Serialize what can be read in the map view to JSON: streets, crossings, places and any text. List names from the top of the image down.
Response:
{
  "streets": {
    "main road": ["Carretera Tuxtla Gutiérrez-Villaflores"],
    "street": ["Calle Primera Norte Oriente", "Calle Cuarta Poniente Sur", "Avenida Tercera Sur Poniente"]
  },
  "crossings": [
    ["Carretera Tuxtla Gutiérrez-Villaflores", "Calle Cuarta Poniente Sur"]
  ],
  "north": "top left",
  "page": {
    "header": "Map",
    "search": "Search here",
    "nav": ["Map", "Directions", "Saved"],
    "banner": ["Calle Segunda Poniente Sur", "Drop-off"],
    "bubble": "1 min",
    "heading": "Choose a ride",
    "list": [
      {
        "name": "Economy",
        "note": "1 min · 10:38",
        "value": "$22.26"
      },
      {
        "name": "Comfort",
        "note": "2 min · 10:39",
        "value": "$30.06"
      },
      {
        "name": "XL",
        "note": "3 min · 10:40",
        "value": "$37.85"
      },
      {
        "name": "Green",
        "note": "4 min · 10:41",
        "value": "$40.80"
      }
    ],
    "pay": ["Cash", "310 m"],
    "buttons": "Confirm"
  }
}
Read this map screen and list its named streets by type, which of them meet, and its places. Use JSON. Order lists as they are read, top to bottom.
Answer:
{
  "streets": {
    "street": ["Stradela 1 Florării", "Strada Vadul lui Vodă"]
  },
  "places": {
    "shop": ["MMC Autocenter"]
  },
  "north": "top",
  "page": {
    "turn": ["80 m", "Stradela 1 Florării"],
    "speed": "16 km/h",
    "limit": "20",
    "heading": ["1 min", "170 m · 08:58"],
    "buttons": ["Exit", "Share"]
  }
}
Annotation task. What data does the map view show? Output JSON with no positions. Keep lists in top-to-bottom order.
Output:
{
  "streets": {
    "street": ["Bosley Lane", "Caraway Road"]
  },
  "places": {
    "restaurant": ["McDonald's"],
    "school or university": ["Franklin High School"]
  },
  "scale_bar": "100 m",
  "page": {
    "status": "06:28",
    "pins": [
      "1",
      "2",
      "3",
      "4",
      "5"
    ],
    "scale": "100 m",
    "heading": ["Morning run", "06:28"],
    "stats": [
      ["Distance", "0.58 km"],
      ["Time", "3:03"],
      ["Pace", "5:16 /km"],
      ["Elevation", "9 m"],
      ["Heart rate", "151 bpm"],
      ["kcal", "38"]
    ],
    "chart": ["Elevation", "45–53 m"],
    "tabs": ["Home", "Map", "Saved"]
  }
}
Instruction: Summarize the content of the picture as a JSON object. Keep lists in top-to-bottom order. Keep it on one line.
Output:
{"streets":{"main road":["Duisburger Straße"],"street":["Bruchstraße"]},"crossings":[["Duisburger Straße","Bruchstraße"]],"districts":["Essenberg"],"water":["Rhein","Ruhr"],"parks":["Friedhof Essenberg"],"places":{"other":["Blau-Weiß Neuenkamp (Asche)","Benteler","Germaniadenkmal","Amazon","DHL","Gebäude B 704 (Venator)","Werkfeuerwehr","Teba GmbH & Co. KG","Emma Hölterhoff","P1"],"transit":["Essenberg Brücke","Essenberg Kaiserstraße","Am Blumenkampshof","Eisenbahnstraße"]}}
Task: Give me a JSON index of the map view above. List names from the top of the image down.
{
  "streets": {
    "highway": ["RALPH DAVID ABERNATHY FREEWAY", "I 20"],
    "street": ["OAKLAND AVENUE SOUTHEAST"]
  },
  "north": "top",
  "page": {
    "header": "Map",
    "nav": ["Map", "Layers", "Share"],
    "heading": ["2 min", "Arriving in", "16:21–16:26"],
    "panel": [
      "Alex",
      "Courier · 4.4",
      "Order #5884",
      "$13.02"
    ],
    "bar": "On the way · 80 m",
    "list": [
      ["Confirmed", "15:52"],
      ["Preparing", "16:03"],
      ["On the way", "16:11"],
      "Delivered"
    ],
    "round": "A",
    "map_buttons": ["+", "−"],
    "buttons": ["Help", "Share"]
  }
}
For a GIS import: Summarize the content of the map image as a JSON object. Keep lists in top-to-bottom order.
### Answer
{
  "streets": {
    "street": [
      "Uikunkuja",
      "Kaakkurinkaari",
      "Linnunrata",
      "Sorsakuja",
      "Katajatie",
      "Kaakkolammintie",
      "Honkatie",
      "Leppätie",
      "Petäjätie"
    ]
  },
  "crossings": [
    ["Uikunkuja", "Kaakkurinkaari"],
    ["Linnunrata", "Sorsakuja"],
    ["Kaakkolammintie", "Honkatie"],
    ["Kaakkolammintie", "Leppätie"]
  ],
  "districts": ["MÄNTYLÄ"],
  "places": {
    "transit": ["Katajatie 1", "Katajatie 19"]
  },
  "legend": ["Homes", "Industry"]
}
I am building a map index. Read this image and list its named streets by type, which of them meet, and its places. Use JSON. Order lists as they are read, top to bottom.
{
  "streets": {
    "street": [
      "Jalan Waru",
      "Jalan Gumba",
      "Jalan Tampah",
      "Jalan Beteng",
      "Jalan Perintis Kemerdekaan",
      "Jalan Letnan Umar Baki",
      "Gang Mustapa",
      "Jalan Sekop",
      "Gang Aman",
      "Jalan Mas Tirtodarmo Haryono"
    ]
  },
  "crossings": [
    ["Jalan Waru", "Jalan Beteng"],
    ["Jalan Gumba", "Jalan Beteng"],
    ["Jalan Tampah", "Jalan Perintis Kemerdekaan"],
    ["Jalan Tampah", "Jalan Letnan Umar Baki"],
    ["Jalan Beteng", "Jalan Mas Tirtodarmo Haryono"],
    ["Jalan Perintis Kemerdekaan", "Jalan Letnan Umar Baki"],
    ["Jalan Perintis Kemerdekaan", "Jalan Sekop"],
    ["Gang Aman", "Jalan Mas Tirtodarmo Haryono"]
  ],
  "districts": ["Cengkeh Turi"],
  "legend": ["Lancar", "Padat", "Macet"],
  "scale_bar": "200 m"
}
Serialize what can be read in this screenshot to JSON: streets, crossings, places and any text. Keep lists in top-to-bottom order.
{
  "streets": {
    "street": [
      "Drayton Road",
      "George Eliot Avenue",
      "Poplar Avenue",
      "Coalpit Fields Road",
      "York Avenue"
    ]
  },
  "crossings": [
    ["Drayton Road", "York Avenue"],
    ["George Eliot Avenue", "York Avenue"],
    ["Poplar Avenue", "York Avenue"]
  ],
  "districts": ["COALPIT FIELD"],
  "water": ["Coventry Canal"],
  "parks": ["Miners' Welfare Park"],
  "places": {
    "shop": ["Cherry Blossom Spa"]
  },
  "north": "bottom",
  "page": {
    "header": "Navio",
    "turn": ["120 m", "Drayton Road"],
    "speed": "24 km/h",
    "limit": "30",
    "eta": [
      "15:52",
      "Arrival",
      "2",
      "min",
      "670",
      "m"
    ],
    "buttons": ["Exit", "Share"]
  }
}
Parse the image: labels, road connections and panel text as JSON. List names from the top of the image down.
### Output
◇ ◇ ◇
For the string "object", show each line of the entries above where it occurs.

Instruction: Summarize the content of the picture as a JSON object. Keep lists in top-to-bottom order. Keep it on one line.
For a GIS import: Summarize the content of the map image as a JSON object. Keep lists in top-to-bottom order.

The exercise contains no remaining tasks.